FIFA califica de «campaña de desprestigio» las acciones legales de UEFA por el proyecto FFE
La FIFA ha respondido formalmente a las solicitudes judiciales interpuestas por la UEFA ante tribunales estadounidenses para acceder a documentación relacionada con el proyecto ‘FIFA Forward Enterprise’ (FFE). El organismo rector del fútbol mundial calificó estos requerimientos como parte de una «campaña de desprestigio» institucional, en el marco de un conflicto legal que cuestiona la gestión del presidente Gianni Infantino sobre un plan, ya retirado, para vender participaciones de competiciones internacionales a inversores privados.
La disputa se centra en la intención original de la FIFA de enajenar un 20 % de la FFE, una entidad privada proyectada para gestionar el Mundial y otros torneos, por un valor estimado de 4.200 millones de dólares. Aunque Infantino retiró la propuesta el pasado 1 de agosto debido a la oposición de la UEFA, la Confederación Asiática (AFC) y la Concacaf, el organismo europeo ha persistido en la vía judicial para obtener pruebas que, según afirma, podrían fundamentar procedimientos penales en Suiza.
En los escritos presentados ante el tribunal del Distrito Sur de Florida, el equipo jurídico de la FIFA sostiene que la motivación de la UEFA es proteger su actual dominio de mercado. Según la FIFA, el proyecto FFE buscaba dotar de solidez financiera a las federaciones más pequeñas para reducir la brecha competitiva con la élite europea. El organismo argumenta que un fútbol global más fuerte disminuiría el poder de los torneos insignia de la UEFA, al incentivar que los jugadores permanezcan en sus ligas nacionales en lugar de emigrar al extranjero.
Por el contrario, la UEFA acusa a Infantino de «mala gestión delictiva» y asegura que la valoración de la empresa era fraudulenta y diseñada para beneficio propio.
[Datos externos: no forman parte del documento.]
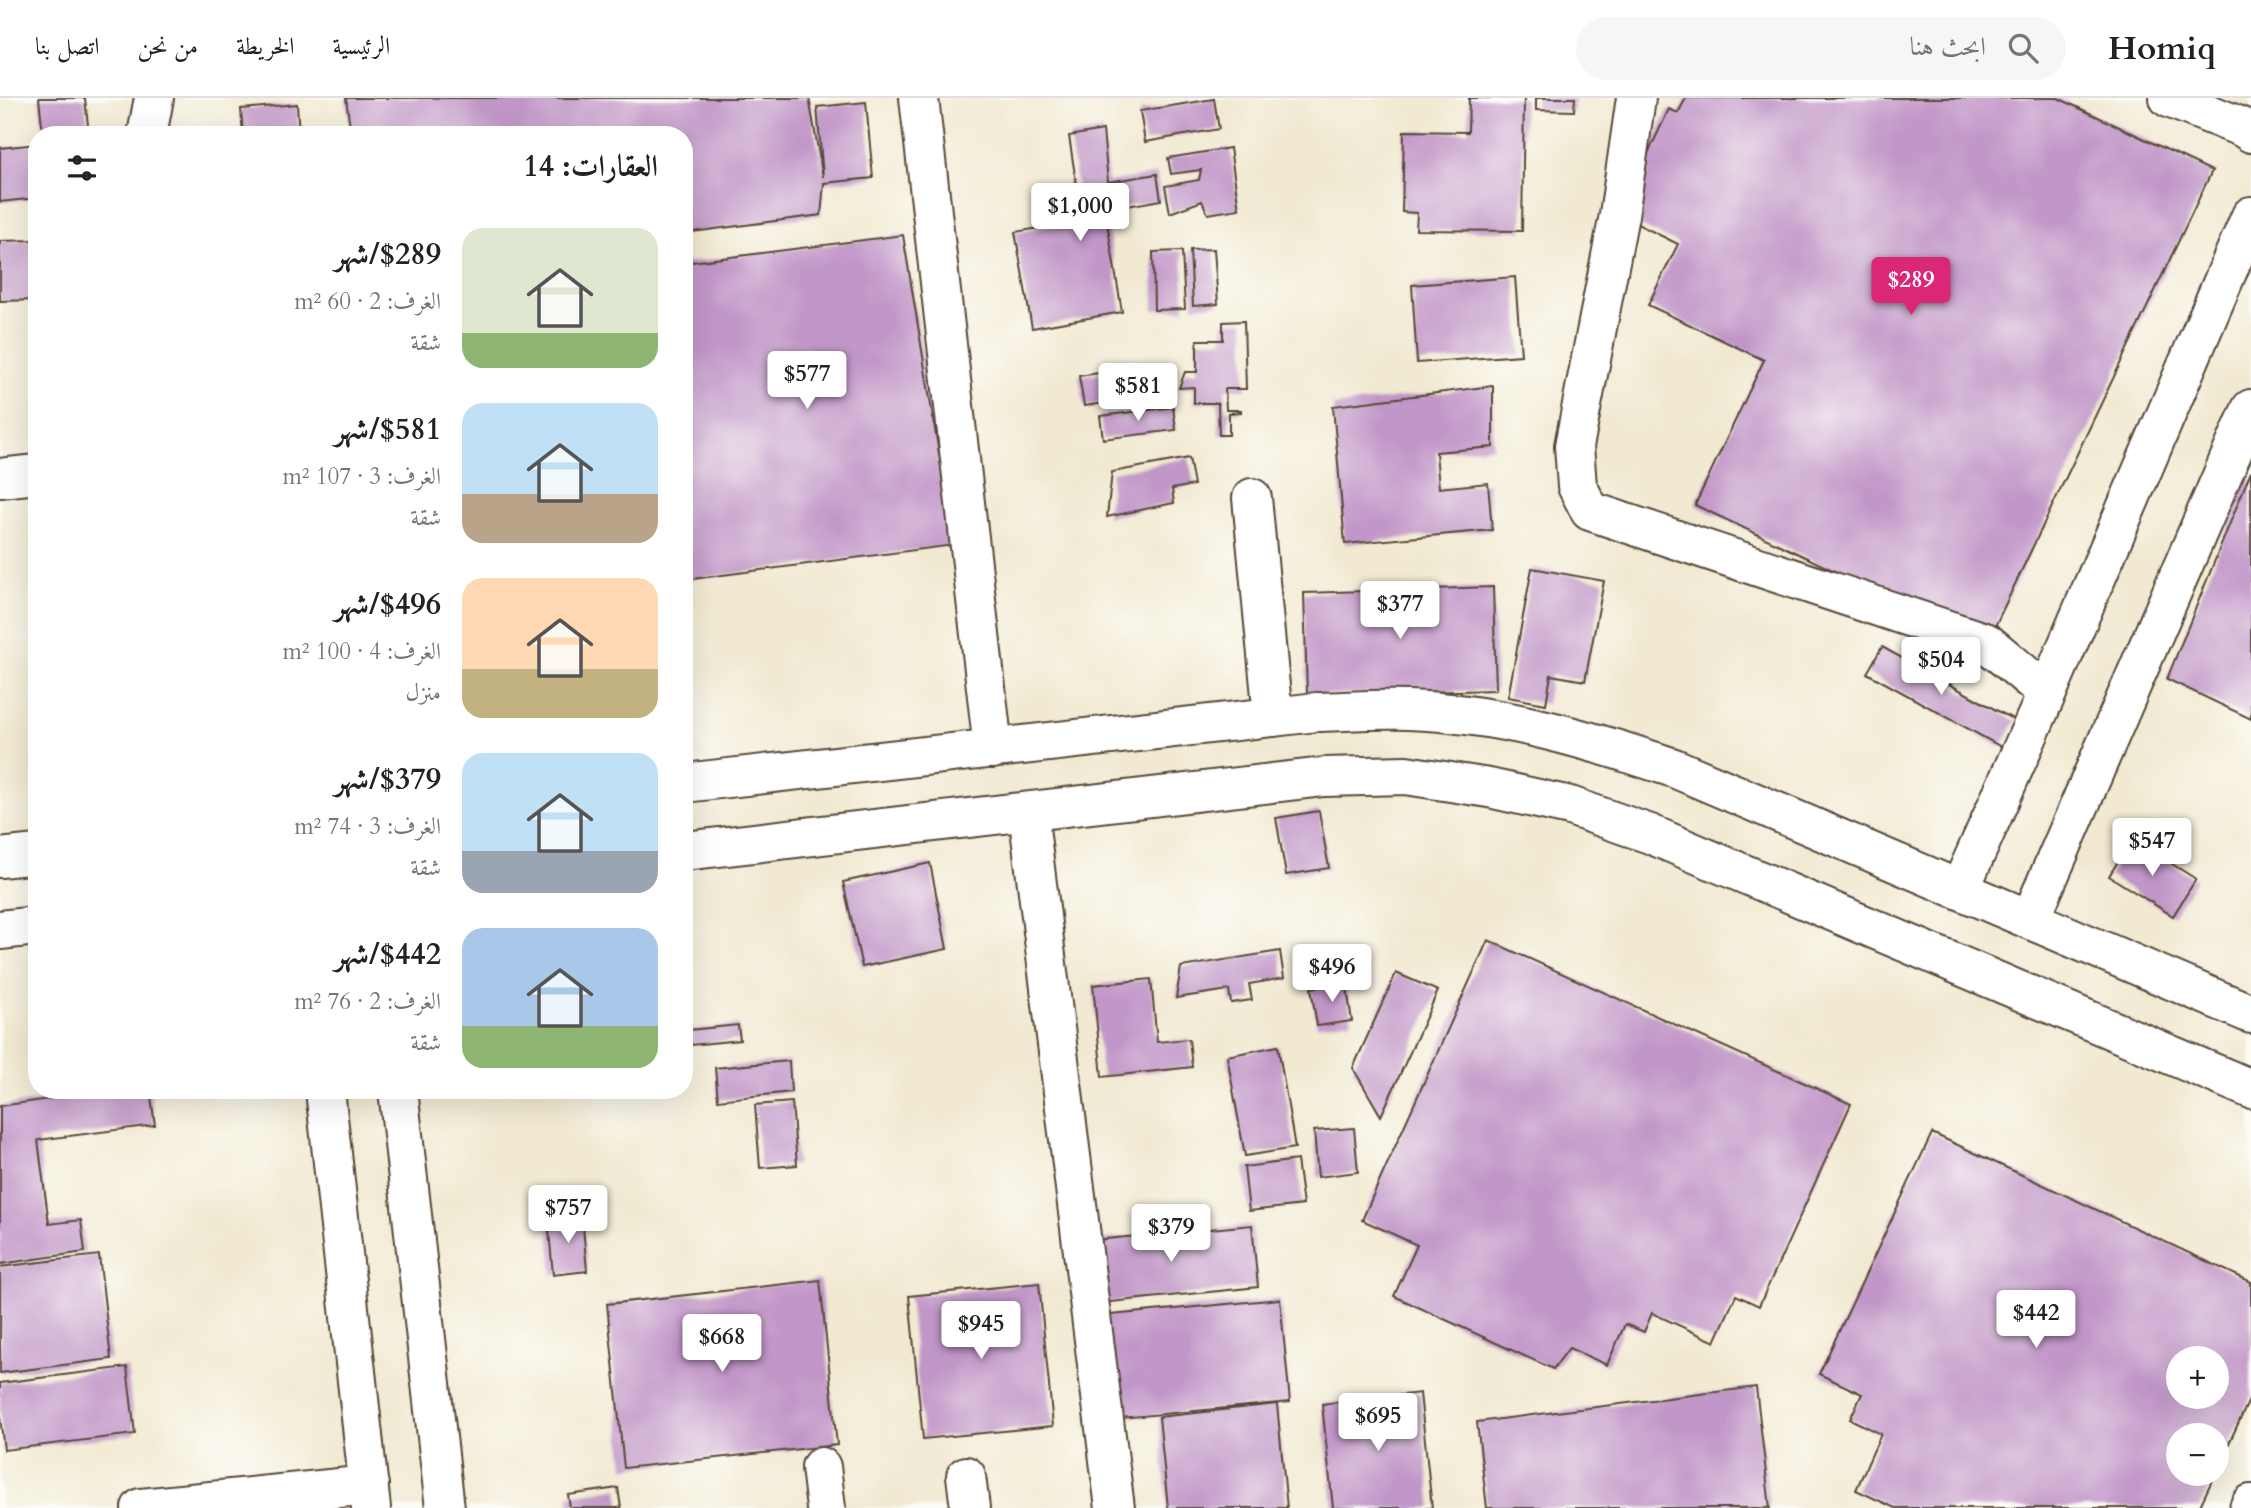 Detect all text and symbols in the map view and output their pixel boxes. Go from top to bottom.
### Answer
search box [1576,17,2066,80]
text: Homiq [2108,26,2216,71]
text: ابحث هنا [1910,29,1986,64]
icon: search [2004,29,2042,67]
text: اتصل بنا [35,30,99,63]
text: من نحن [137,30,198,63]
text: الخريطة [236,30,295,63]
text: الرئيسية [333,30,390,63]
text: العقارات: 14 [523,146,658,187]
icon: filters [63,149,101,187]
pin: $1,000 [1023,184,1137,243]
text: $1,000 [1047,190,1113,221]
text: $289/شهر [335,234,441,275]
icon: home [518,256,602,340]
pin: $289 [1870,258,1952,317]
text: $289 [1887,264,1935,295]
text: الغرف: 2 · 60 m² [294,286,441,317]
text: شقة [411,327,441,358]
pin: $577 [766,352,848,411]
text: $577 [783,358,831,389]
pin: $581 [1097,364,1179,423]
text: $581 [1114,370,1162,401]
text: $581/شهر [335,409,441,450]
icon: home [518,431,602,515]
text: الغرف: 3 · 107 m² [282,461,441,492]
text: شقة [411,502,441,533]
pin: $377 [1359,582,1441,641]
text: $496/شهر [335,584,441,625]
text: $377 [1376,588,1424,619]
icon: home [518,606,602,690]
text: الغرف: 4 · 100 m² [282,636,441,667]
pin: $504 [1900,638,1982,697]
text: $504 [1917,644,1965,675]
text: منزل [406,677,441,708]
text: $379/شهر [335,759,441,800]
icon: home [518,781,602,865]
text: الغرف: 3 · 74 m² [294,811,441,842]
pin: $547 [2111,818,2193,878]
text: $547 [2128,825,2176,856]
text: شقة [411,852,441,883]
text: $442/شهر [335,934,441,975]
pin: $496 [1291,944,1373,1004]
text: $496 [1308,951,1356,982]
icon: home [518,956,602,1040]
text: الغرف: 2 · 76 m² [294,986,441,1017]
text: شقة [411,1027,441,1058]
pin: $757 [527,1186,609,1245]
text: $757 [544,1192,592,1223]
pin: $379 [1130,1204,1212,1264]
text: $379 [1147,1211,1195,1242]
pin: $442 [1995,1290,2077,1350]
text: $442 [2012,1297,2060,1328]
pin: $945 [940,1302,1022,1361]
text: $945 [957,1308,1005,1339]
pin: $668 [681,1314,763,1374]
text: $668 [698,1321,746,1352]
map controls [2166,1346,2229,1486]
button: + [2166,1346,2229,1409]
pin: $695 [1337,1394,1419,1453]
text: $695 [1354,1400,1402,1431]
button: − [2166,1423,2229,1486] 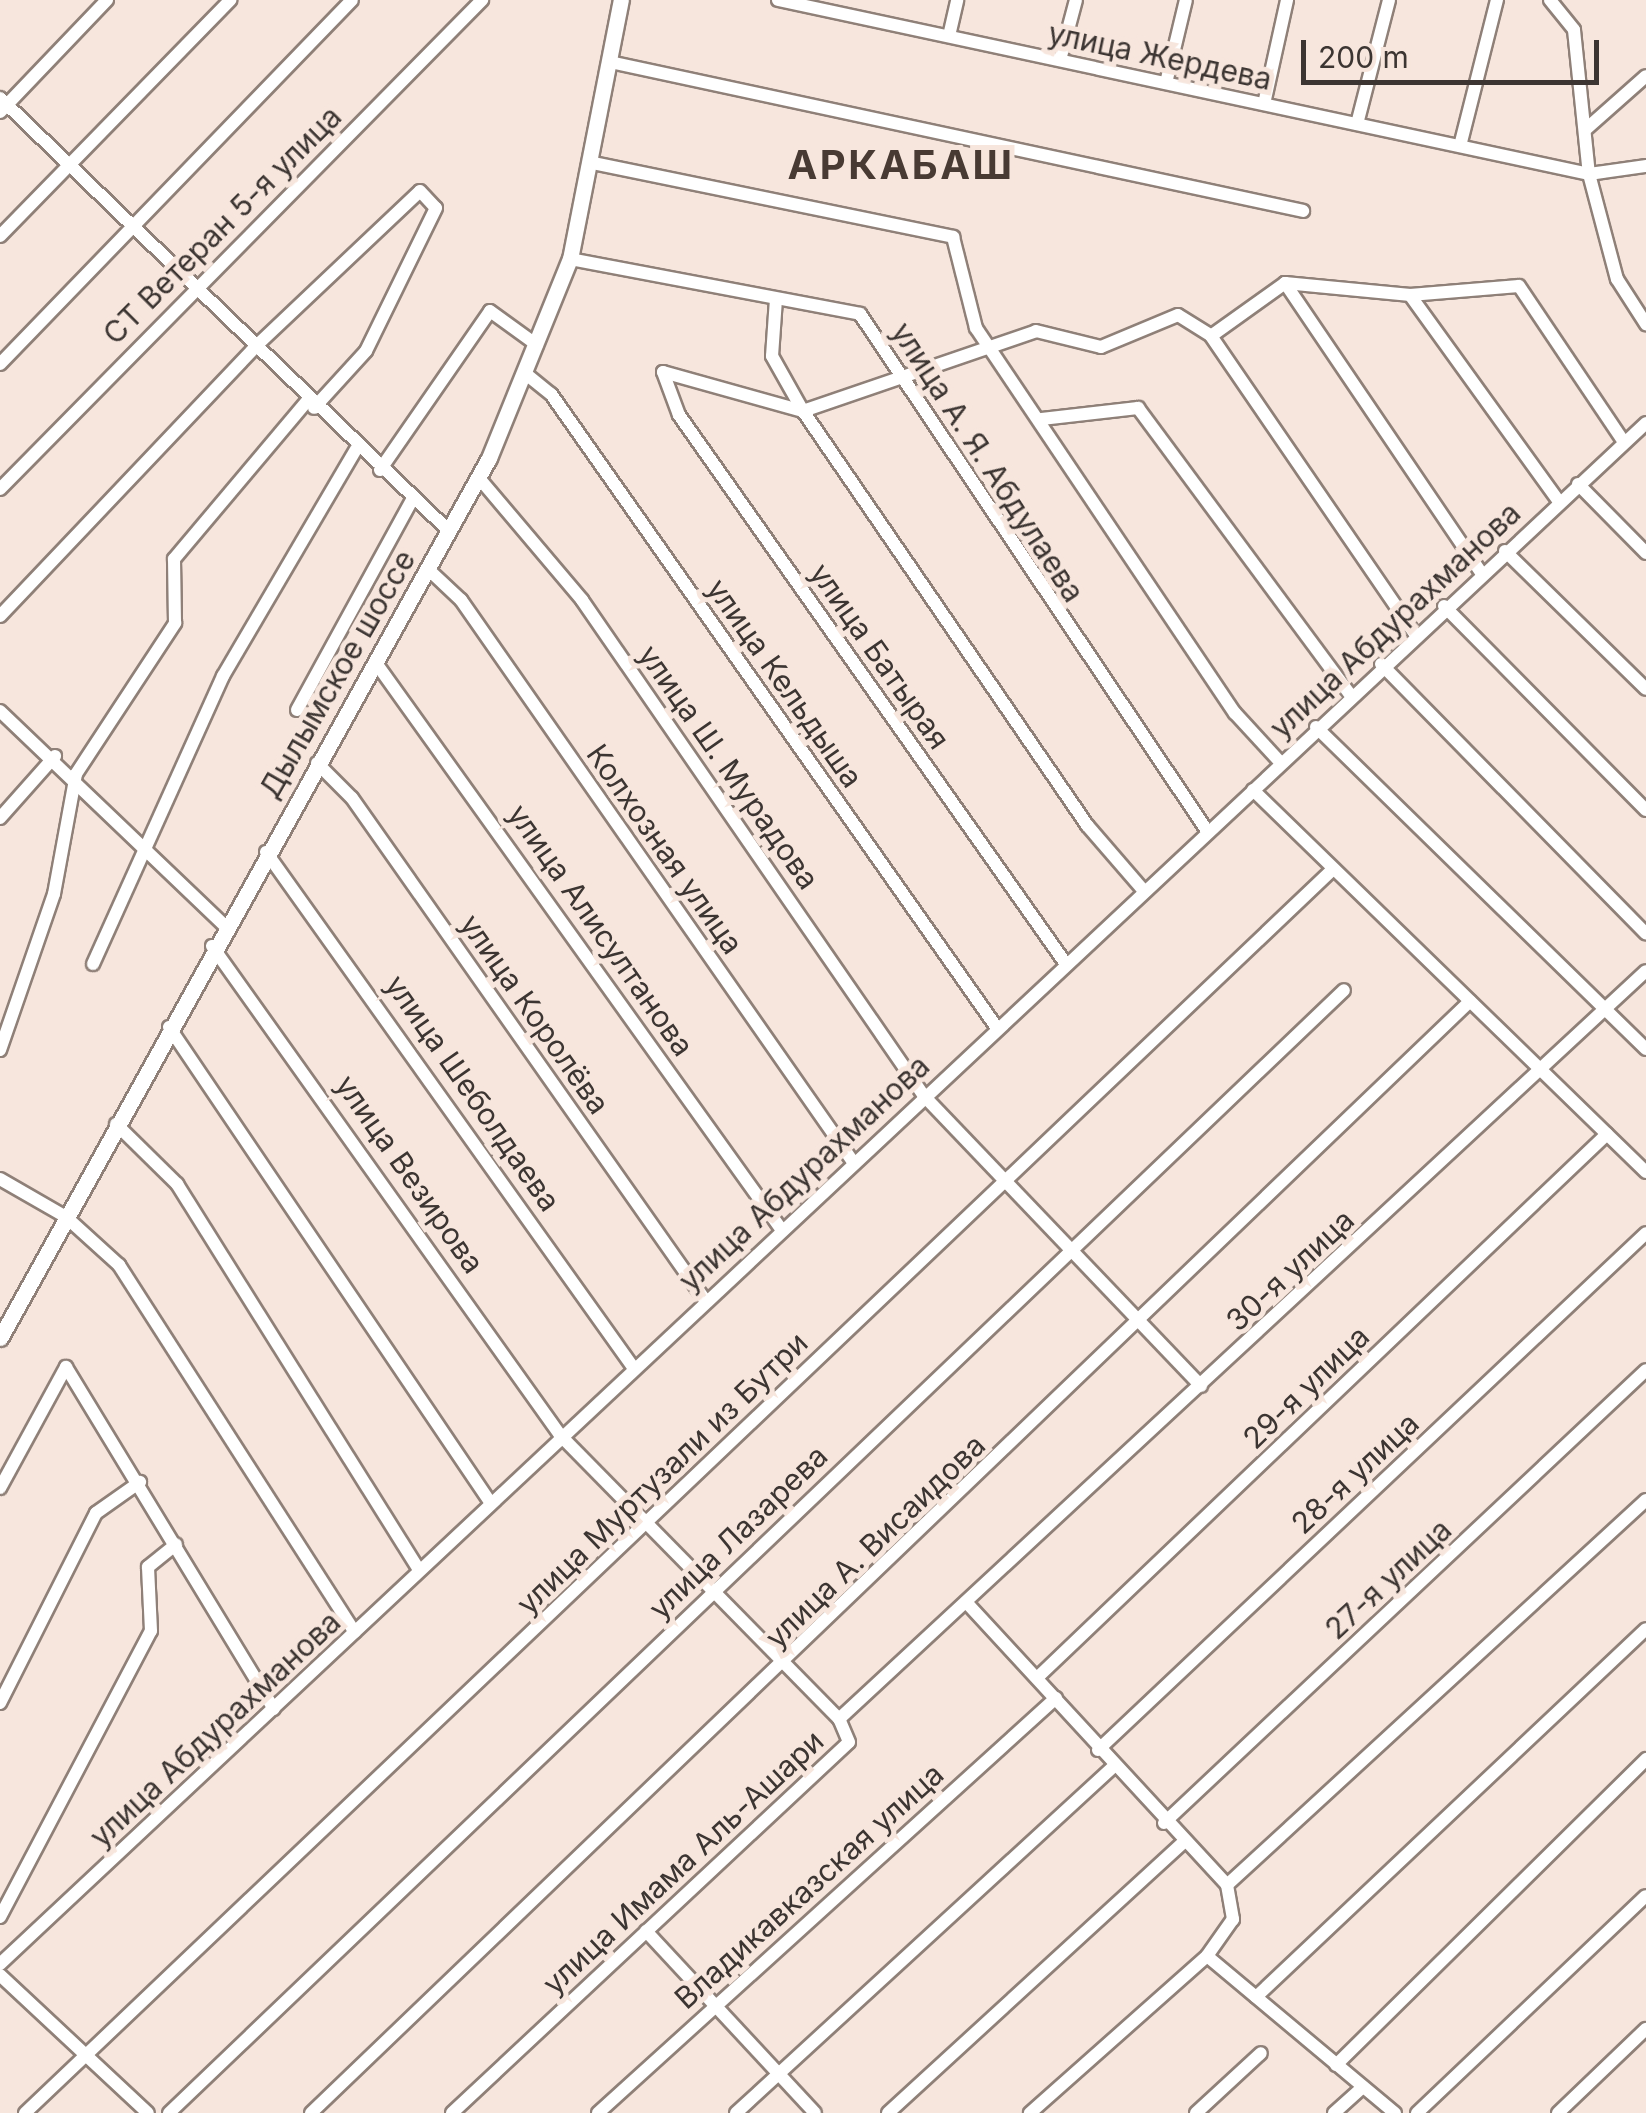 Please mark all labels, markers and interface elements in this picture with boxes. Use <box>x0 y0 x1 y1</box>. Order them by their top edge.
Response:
street label: улица Жердева <box>1045 15 1275 97</box>
scale bar <box>1306 20 1604 82</box>
text: 200 m <box>1318 39 1409 75</box>
street label: СТ Ветеран 5-я улица <box>95 98 349 352</box>
district label: АРКАБАШ <box>787 141 1015 189</box>
street label: улица А. Я. Абдулаева <box>884 315 1092 609</box>
street label: улица Абдурахманова <box>1262 495 1528 745</box>
street label: Дылымское шоссе <box>251 544 423 804</box>
street label: улица Батырая <box>803 556 957 756</box>
street label: улица Кельдыша <box>700 572 870 794</box>
street label: улица Ш. Мурадова <box>631 638 827 896</box>
street label: Колхозная улица <box>579 737 751 961</box>
street label: улица Алисултанова <box>500 797 702 1063</box>
street label: улица Королёва <box>453 907 617 1121</box>
street label: улица Шеболдаева <box>378 968 568 1218</box>
street label: улица Абдурахманова <box>671 1048 937 1298</box>
street label: улица Везирова <box>328 1068 492 1280</box>
street label: 30-я улица <box>1219 1202 1361 1338</box>
street label: 29-я улица <box>1236 1318 1376 1456</box>
street label: улица Муртузали из Бутри <box>509 1325 815 1621</box>
street label: 28-я улица <box>1284 1405 1426 1541</box>
street label: улица А. Висаидова <box>758 1427 992 1655</box>
street label: улица Лазарева <box>641 1438 835 1626</box>
street label: 27-я улица <box>1317 1511 1459 1647</box>
street label: улица Абдурахманова <box>82 1604 348 1854</box>
street label: улица Имама Аль-Ашари <box>535 1723 831 2001</box>
street label: Владикавказская улица <box>667 1756 951 2016</box>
En un comunicado reciente, el organismo presidido por Aleksander Ceferin solicitó una revisión externa independiente sobre los orígenes de la FFE. Asimismo, la UEFA ha manifestado su intención de trabajar con otras confederaciones para presentar una «alternativa creíble» a la dirección actual en el próximo Congreso de la FIFA, supeditando su apoyo a principios de integridad y rendición de cuentas.
En el ámbito procedimental, la FIFA ha obtenido autorización para oponerse a la petición de pruebas en Florida, con un plazo límite que vence el próximo 28 de septiembre. Al mismo tiempo, ha solicitado a la justicia de Nueva York que posponga cualquier decisión sobre el acceso a la documentación hasta que el tribunal de Florida se pronuncie definitivamente. La resolución de este conflicto legal marcará un precedente en la relación entre las dos organizaciones más potentes del fútbol profesional ante el próximo ciclo electoral del organismo internacional.